Assignment | The entries follow. Copy every line in which "class" appears.

Dataset entries |
*** Begin section ***

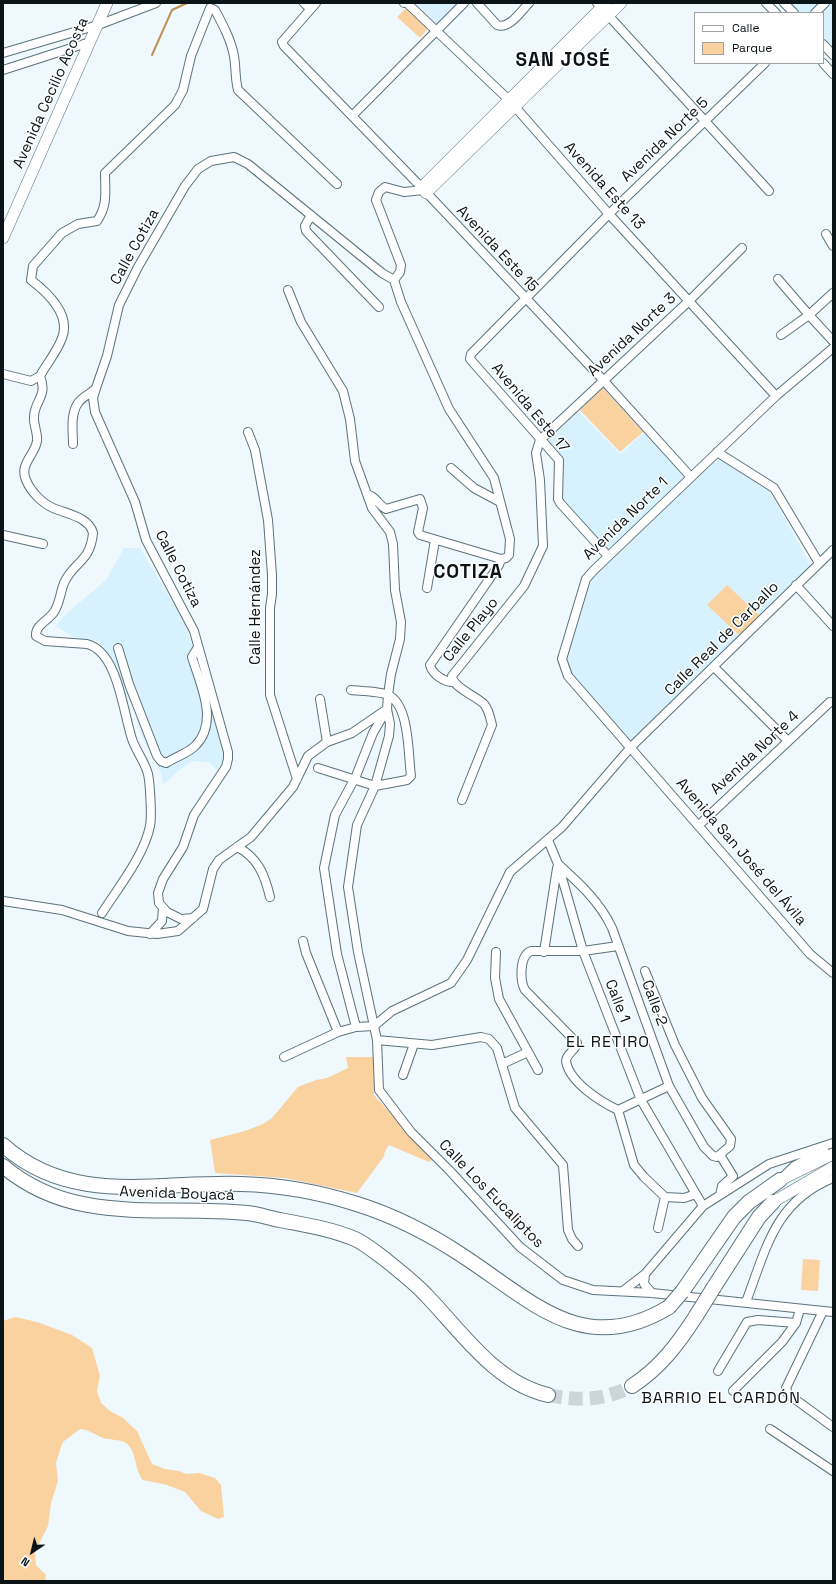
<!DOCTYPE html>
<html>
<head>
<meta charset="utf-8">
<style>
  body { margin:0 }
  #map { position:relative; width:836px; height:1584px; overflow:hidden; background:#eef8fd; font-family:"Space Grotesk",sans-serif }
  canvas { display:block }
  .frame { position:absolute; inset:0; border:4px solid #0a1316; pointer-events:none }
  .legend { position:absolute; left:694px; top:12px; width:130px; height:52px; box-sizing:border-box; background:#fff; border:1px solid #9da1a2; margin:0; padding:5px 7px; list-style:none; font-size:12px; color:#0a1316 }
  .legend li { display:flex; align-items:center; gap:8px; height:20px }
  .legend b { width:20px; border:1px solid #9da1a2 }
  .north { position:absolute; left:12px; top:1532px; width:40px; height:40px; -webkit-text-stroke:3px #fff; paint-order:stroke; rotate:215deg; font-size:11px; font-weight:700; line-height:16px; text-align:center; color:#0a1316 }
  .north::after { content:''; display:block; margin:auto; width:14px; height:18px; background:#0a1316; clip-path:polygon(50% 0,100% 100%,50% 72%,0 100%) }
</style>
</head>
<body>
<div id="map">
<canvas width="836" height="1584"></canvas>
<div class="frame"></div>
<ul class="legend">
<li><b style="height:5px;background:#fff"></b>Calle</li>
<li><b style="height:11px;background:#f9d29f"></b>Parque</li>
</ul>
<div class="north">N</div>
</div>
<script>
const ctx = document.querySelector('canvas').getContext('2d');
ctx.lineJoin = 'round';
function paint(path, color) { ctx.fillStyle = color; ctx.fill(path, 'evenodd'); }
function trace(path, color, width, dash) { ctx.strokeStyle = color; ctx.lineWidth = width; ctx.lineCap = dash ? 'butt' : 'round'; ctx.setLineDash(dash || []); ctx.stroke(path); }
function drawText(font, color, halo, rows, align = 'center') {
  ctx.font = font + ' "Space Grotesk",sans-serif'; ctx.lineWidth = 3; ctx.setLineDash([]); ctx.textBaseline = 'middle'; ctx.strokeStyle = halo; ctx.fillStyle = color; for (const [text, x, y, turn = 0] of rows) {
    ctx.save(); ctx.translate(x, y); ctx.rotate((+turn || 0) * Math.PI / 180); ctx.textAlign = isNaN(turn) ? turn : align; if (halo) ctx.strokeText(text, 0, 0); ctx.fillText(text, 0, 0); ctx.restore();
  }
}
paint(new Path2D(`
  M415 3H458L438 24Z
  M791 3H833V47L823 37V13H800Z
  M578 411 620 454 644 433 685 478 608 551 563 501 562 459 546 441Z
  M722 459 768 489 790 527 811 567 632 743 572 686 564 667 592 578 707 466Z
  M124 548H140L184 621 226 747 223 764 217 770 210 763 193 761 178 771 163 785 161 773 140 732 134 708 122 688 119 670 99 641 73 637 56 626 65 615 106 580Z`), '#d7f2fe');
paint(new Path2D(`
  M407 7 429 27 420 38 397 17Z
  M603 388 643 432 620 452 580 410Z
  M727 585 760 616 740 636 707 605Z
  M346 1057H374V1095L432 1160 429 1162 389 1145 384 1153 385 1155 357 1193 285 1178 215 1173 210 1140 245 1131 263 1124 272 1118 298 1087 316 1080 327 1078 348 1068Z
  M803 1259 820 1260 818 1291 801 1290Z
  M15 1317 37 1322 72 1335 92 1348 100 1376 97 1391 101 1403 110 1411 123 1418 137 1431 152 1464 165 1469 179 1471 186 1474 199 1473 215 1478 221 1485 224 1517 218 1519 201 1511 185 1492 167 1485 143 1480C134 1470 137 1448 124 1442 117 1439 109 1440 103 1438 95 1435 88 1429 80 1429L63 1442 61 1447 56 1463 58 1481 51 1503 48 1526 35 1552 36 1565 46 1575 45 1581H3V1321Z`), '#f9d29f');
trace(new Path2D(`
  M152 55 172 10 187 3`), '#be9152', 2);
trace(new Path2D(`
  M548 1395C578 1401 604 1401 632 1386`), '#ccd6da', 14, [14, 7]);
const minor = new Path2D(`
  M304 3 310 9
  M316 3 282 42 284 46 424 190 604 381 690 476
  M404 3H407L509 100 609 214 776 396
  M477 3 497 25C509 30 521 11 529 3
  M597 3 769 191
  M766 3 776 13
  M784 3 794 13
  M815 13 825 3
  M823 44 833 55
  M3 53 98 25 156 3
  M823 63 833 74
  M3 70 90 42
  M352 116 464 3
  M311 215 305 226 306 231 379 307
  M826 234 833 246
  M778 279 809 315 781 335
  M394 280 400 272 401 265 376 200 379 192 385 187 404 192 424 190
  M288 290 301 322 343 391 350 419 355 461 372 508 390 532 393 544 395 590 401 622 400 639 391 674 388 695 387 709 390 724 389 736 375 786 357 825 348 887 358 952 377 1040 379 1090 411 1132 450 1171 520 1247 563 1280 593 1290 652 1293 833 1312
  M833 293 809 315 833 341
  M833 348 776 396 593 571 586 579 562 659 568 676 810 954 833 973
  M3 374 31 381 40 376
  M248 432 255 450 268 520 272 575V594L270 608V695L297 779
  M73 444C73 431 70 415 78 403 82 397 90 394 95 389
  M717 452 774 488 819 563
  M451 468 474 488 500 502
  M367 494C377 497 378 505 386 509L420 499 423 508 418 532 420 535 501 559 506 558 509 555 510 539 494 478 449 409 401 302 394 280
  M3 535 43 544
  M608 556 560 503 558 499 559 460 470 359 471 354 609 214 765 63
  M796 585 833 626
  M427 588 435 540
  M118 648 129 684 157 756 161 761 166 763C175 757 189 753 196 745 219 721 200 684 192 657L198 647
  M714 667 788 741
  M453 682C444 682 432 674 430 665L499 565 501 559
  M320 699 327 742
  M318 768 375 786 407 780 411 776C408 755 410 705 388 695 380 691 360 691 351 690
  M462 800 492 725C490 717 489 710 484 704 476 696 452 687 452 676L524 586 543 546 540 480 536 453 540 440 690 300 742 248
  M699 825 830 702
  M548 840 558 864 583 951 641 1100 703 1206
  M237 847C258 857 265 876 270 897
  M558 864C579 883 600 902 612 928L669 1086 704 1147 713 1156 717 1157 730 1146 731 1139 702 1098 675 1045 645 971
  M3 901 62 910 128 931 157 934 178 931 203 909 213 869 219 860 251 837 293 787 308 756 327 742 352 733 387 709
  M102 913C118 888 144 856 150 826 152 817 150 783 148 774 145 762 136 751 132 739 123 712 118 652 87 644L45 641 36 636C35 625 48 621 54 612 60 603 60 593 64 583 74 561 90 563 93 533 89 517 67 514 53 508 42 503 31 492 26 480 19 464 35 455 37 441 38 432 33 425 34 416 35 400 48 396 40 376 47 363 57 352 62 338 71 315 48 293 31 280L33 266 62 233 78 224 97 221C108 205 105 192 105 173L175 105 183 90 191 56 210 8 215 10C223 25 231 40 234 56 236 68 235 79 238 90L337 184
  M193 918 181 919 167 912 159 903 158 893 163 879 183 847 194 815 226 767 228 759V752L194 631 146 540 135 502 95 412 93 398 96 388 107 356 119 305 138 267 185 186 198 169 211 161 234 157 248 164 382 273 394 280
  M150 934 162 921 163 908
  M303 941 306 953 338 1032
  M618 946 583 951H531C519 956 520 981 525 990L577 1043C576 1050 566 1054 566 1061 569 1082 601 1102 618 1110
  M496 952 495 978 499 999 538 1070
  M544 952 557 868
  M356 1027 337 954 324 868 335 815 356 776 373 733 384 714
  M377 1040 432 1045 481 1037 489 1039 497 1048 515 1108 563 1165 568 1230 572 1239 578 1246
  M284 1057 338 1032 356 1027 374 1026 392 1011 451 983 467 960 510 872 562 827 631 747 833 550
  M502 1064 528 1052
  M403 1075 414 1044
  M669 1086 618 1110 634 1165 644 1177 665 1197 684 1198 696 1194
  M785 1175 794 1166 824 1150
  M720 1195 722 1186 733 1176 720 1155
  M658 1228 665 1197
  M645 1274 644 1284 652 1293
  M623 1291 645 1274 703 1206 769 1164 833 1143
  M746 1302C766 1249 775 1201 833 1178
  M823 1311 786 1388 788 1394 833 1427
  M718 1371 747 1322 758 1320 796 1323
  M733 1391 782 1342 796 1323 800 1309
  M770 1429 833 1471`);
const secondary = new Path2D(`
  M421 188 606 3
  M426 193 621 3
  M3 238 107 3
  M780 1180 833 1154
  M773 1202 833 1167`);
const motorway = new Path2D(`
  M3 1145C72 1207 158 1181 241 1184 281 1185 319 1192 357 1204 395 1216 430 1234 463 1256 532 1301 584 1359 669 1307
  M3 1166C75 1227 161 1204 247 1213 258 1214 269 1218 280 1220 305 1225 332 1229 355 1239 366 1244 376 1253 386 1260 399 1271 414 1282 426 1295 461 1331 495 1383 548 1395
  M714 1287 759 1217 773 1202
  M682 1292 734 1217 749 1202 780 1180
  M632 1386C660 1368 678 1344 696 1316`);
trace(minor, '#5b727c', 10);
trace(secondary, '#5b727c', 12);
trace(motorway, '#5b727c', 16);
trace(minor, '#fff', 8);
trace(secondary, '#fff', 11);
trace(motorway, '#fff', 14);
const motorwayBridge = new Path2D(`
  M669 1307 682 1292
  M696 1316 714 1287`);
trace(motorwayBridge, '#5b727c', 16, []);
trace(motorwayBridge, '#fff', 14);
drawText('15px', '#0a1316', '#fff', [
  ["Avenida Cecilio Acosta",51,93,-66],
  ["Avenida Norte 5",665,140,-44],
  ["Avenida Este 13",604,186,48],
  ["Calle Cotiza",135,247,-61],
  ["Avenida Este 15",497,249,47],
  ["Avenida Norte 3",632,335,-43],
  ["Avenida Este 17",530,408,50],
  ["Avenida Norte 1",626,519,-44],
  ["Calle Cotiza",178,569,63],
  ["Calle Hernández",256,607,-90],
  ["Calle Playo",471,630,-51],
  ["Calle Real de Carballo",722,639,-45],
  ["Avenida Norte 4",755,753,-43],
  ["Avenida San José del Ávila",741,852,49],
  ["Calle 1",617,1001,69],
  ["Calle 2",654,1003,70],
  ["Avenida Boyacá",177,1194,2],
  ["Calle Los Eucaliptos",491,1194,46]
]);
ctx.letterSpacing = '1px';
drawText('16px', '#0a1316', '#fff', [
  ["EL RETIRO",608,1043],
  ["BARRIO EL CARDÓN",721,1399]
]);
ctx.letterSpacing = '0px';
ctx.letterSpacing = '1px';
drawText('bold 19px', '#0a1316', '#fff', [
  ["SAN JOSÉ",563,61],
  ["COTIZA",468,573]
]);
ctx.letterSpacing = '0px';
</script>
</body>
</html>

*** End section ***

Reply to the task |
<div class="frame"></div>
<ul class="legend">
<div class="north">N</div>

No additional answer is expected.